Task objective: Scan the records for the word "halo". Copy each line that includes it.

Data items

/---

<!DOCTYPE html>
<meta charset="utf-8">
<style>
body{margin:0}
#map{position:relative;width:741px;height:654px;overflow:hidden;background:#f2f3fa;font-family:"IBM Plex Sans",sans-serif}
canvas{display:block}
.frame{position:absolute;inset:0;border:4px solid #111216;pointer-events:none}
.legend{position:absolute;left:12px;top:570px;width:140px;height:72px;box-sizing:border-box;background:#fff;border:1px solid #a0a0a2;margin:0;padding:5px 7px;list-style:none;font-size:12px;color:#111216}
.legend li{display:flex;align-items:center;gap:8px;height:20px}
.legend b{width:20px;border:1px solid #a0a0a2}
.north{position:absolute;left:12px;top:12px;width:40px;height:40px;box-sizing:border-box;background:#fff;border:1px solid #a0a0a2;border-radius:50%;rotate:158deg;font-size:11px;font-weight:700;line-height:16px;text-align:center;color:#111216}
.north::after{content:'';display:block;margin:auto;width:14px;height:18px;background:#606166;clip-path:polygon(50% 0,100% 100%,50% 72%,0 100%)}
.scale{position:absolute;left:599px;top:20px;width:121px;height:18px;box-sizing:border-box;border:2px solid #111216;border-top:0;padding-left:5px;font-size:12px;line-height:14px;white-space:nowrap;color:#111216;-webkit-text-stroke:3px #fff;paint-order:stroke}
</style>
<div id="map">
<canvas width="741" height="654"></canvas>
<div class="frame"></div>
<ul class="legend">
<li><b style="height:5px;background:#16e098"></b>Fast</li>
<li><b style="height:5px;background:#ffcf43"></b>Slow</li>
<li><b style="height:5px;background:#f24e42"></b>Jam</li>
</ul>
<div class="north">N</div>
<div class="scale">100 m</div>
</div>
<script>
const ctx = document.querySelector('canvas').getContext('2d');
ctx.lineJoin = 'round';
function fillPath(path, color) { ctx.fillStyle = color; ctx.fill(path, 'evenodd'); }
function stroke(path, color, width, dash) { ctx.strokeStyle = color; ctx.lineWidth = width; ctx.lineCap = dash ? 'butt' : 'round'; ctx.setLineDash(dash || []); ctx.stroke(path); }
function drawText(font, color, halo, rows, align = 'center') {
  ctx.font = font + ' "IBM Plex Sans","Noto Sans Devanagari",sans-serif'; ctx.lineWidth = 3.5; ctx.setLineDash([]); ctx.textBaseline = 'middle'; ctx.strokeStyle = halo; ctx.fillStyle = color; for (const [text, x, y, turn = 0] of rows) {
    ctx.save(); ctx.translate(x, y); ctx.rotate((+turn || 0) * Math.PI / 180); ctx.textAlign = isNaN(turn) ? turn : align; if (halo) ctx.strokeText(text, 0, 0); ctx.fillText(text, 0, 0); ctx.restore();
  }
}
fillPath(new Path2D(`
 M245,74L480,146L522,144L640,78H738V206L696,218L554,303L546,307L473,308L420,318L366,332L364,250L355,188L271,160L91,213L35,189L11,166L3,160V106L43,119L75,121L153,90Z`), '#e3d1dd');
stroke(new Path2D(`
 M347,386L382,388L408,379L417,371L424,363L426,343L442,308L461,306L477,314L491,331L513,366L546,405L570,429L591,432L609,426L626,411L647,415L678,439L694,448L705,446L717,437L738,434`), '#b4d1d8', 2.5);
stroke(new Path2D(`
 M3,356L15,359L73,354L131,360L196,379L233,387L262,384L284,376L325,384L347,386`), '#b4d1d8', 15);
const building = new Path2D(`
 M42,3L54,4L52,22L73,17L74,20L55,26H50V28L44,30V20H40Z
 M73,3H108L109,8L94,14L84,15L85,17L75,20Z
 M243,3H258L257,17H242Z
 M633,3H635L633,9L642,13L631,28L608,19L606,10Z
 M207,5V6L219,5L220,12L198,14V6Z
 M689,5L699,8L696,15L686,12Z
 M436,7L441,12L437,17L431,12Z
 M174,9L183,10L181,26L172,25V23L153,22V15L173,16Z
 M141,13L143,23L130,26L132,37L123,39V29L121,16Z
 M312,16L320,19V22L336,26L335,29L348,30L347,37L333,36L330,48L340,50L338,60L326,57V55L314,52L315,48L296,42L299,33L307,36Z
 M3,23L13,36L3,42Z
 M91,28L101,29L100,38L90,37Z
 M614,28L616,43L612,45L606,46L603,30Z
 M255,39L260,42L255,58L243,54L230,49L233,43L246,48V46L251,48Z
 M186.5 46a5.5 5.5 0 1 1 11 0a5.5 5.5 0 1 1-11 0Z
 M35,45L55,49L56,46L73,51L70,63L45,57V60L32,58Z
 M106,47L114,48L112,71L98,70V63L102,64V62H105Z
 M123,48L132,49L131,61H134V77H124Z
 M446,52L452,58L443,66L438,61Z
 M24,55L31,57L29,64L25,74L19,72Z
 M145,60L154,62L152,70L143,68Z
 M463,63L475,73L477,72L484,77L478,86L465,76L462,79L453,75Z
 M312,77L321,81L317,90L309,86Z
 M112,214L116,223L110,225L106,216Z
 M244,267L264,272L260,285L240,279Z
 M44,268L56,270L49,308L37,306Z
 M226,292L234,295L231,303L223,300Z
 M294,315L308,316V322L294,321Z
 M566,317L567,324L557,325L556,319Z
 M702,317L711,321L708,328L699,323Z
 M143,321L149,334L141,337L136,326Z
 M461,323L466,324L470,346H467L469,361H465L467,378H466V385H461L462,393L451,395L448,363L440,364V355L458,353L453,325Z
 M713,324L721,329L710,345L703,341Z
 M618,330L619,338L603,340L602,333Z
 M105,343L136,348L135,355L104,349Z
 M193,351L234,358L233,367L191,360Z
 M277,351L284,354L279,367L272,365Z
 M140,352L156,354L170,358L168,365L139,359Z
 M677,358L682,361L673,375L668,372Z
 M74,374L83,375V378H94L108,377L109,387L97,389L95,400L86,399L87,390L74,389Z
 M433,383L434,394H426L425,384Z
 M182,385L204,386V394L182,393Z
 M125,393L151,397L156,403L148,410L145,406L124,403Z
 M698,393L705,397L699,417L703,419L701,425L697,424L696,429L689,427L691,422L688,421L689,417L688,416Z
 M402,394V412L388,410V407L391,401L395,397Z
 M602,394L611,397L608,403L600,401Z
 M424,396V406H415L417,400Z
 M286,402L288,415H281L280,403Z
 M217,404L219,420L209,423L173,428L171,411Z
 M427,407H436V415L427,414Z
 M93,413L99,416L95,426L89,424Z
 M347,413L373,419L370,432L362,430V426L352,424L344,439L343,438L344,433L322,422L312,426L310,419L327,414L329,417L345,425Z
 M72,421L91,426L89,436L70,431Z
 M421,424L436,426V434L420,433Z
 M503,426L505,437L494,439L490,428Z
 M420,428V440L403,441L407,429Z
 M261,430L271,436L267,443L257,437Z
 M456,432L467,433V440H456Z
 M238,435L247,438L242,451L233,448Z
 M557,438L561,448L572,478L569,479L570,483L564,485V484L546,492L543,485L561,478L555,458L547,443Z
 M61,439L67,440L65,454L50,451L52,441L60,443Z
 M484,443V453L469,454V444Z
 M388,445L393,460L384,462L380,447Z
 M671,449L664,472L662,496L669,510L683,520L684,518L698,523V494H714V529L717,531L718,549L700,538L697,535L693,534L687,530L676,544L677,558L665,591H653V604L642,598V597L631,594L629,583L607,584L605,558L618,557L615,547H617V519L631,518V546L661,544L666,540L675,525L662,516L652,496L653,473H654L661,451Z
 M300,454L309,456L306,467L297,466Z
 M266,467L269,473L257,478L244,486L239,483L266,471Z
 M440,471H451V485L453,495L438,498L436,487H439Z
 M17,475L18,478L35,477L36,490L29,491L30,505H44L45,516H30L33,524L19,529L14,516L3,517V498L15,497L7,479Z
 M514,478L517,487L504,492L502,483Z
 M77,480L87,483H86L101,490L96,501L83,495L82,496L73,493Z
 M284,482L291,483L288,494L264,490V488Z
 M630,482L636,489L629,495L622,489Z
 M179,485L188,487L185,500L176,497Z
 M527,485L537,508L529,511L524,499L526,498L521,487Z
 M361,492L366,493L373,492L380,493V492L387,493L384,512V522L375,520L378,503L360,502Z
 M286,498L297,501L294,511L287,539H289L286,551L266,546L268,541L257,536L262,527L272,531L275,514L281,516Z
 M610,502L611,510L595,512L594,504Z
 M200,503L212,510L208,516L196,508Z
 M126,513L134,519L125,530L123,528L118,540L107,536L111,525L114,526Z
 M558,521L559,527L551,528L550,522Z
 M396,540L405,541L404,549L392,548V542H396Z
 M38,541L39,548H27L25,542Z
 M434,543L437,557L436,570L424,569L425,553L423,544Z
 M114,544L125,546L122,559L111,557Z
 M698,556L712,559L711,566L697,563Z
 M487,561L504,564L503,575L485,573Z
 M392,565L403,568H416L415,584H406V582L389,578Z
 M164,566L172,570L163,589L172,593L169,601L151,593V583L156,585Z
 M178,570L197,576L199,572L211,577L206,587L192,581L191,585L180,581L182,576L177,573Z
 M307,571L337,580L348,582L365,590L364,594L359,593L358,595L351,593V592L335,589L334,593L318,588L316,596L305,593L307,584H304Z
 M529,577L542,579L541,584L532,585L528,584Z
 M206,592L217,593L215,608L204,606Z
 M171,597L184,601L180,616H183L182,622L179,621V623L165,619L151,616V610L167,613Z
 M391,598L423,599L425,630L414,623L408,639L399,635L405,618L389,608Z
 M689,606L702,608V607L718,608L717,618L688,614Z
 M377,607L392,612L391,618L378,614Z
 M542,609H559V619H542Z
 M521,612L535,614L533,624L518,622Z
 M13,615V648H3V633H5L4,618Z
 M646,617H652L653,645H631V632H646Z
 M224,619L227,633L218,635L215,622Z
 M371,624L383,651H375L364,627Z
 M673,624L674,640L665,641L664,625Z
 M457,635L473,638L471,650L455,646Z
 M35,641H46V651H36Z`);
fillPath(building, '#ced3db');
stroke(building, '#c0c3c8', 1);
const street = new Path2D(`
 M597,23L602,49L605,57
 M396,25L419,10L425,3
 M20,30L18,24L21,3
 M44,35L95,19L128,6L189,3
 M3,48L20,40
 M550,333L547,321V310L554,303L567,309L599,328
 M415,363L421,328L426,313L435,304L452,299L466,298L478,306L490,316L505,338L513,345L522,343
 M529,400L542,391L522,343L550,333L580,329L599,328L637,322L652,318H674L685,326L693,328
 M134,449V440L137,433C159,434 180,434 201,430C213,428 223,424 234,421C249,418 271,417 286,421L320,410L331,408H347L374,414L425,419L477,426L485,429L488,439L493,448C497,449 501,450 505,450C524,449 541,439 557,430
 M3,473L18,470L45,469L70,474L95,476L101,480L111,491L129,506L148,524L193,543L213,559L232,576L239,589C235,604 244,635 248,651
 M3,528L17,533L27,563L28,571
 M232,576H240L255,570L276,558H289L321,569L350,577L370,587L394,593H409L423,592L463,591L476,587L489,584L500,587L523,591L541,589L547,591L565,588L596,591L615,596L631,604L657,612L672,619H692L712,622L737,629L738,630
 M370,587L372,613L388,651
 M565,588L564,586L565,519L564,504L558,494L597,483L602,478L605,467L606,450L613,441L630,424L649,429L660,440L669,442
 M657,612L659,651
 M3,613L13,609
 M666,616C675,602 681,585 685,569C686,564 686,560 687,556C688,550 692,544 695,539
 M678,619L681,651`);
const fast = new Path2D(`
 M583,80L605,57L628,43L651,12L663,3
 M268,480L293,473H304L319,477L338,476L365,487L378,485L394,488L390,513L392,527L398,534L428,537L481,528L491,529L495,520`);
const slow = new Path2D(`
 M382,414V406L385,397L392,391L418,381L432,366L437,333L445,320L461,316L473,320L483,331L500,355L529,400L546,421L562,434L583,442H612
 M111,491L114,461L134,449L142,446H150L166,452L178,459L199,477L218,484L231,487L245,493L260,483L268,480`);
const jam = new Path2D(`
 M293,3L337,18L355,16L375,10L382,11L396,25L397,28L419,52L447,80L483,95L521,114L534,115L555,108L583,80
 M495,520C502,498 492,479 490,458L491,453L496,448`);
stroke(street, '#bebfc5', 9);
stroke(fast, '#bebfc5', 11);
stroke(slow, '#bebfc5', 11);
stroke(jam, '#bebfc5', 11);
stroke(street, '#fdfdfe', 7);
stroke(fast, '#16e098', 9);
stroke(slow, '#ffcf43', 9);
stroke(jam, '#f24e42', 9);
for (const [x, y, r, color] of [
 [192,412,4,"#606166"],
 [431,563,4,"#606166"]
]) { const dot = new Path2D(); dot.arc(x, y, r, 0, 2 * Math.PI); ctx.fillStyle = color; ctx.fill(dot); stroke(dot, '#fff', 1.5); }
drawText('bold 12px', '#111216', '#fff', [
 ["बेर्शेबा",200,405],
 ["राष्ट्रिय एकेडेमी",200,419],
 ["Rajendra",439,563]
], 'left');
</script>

\---

Your solution:
function drawText(font, color, halo, rows, align = 'center') {
  ctx.font = font + ' "IBM Plex Sans","Noto Sans Devanagari",sans-serif'; ctx.lineWidth = 3.5; ctx.setLineDash([]); ctx.textBaseline = 'middle'; ctx.strokeStyle = halo; ctx.fillStyle = color; for (const [text, x, y, turn = 0] of rows) {
    ctx.save(); ctx.translate(x, y); ctx.rotate((+turn || 0) * Math.PI / 180); ctx.textAlign = isNaN(turn) ? turn : align; if (halo) ctx.strokeText(text, 0, 0); ctx.fillText(text, 0, 0); ctx.restore();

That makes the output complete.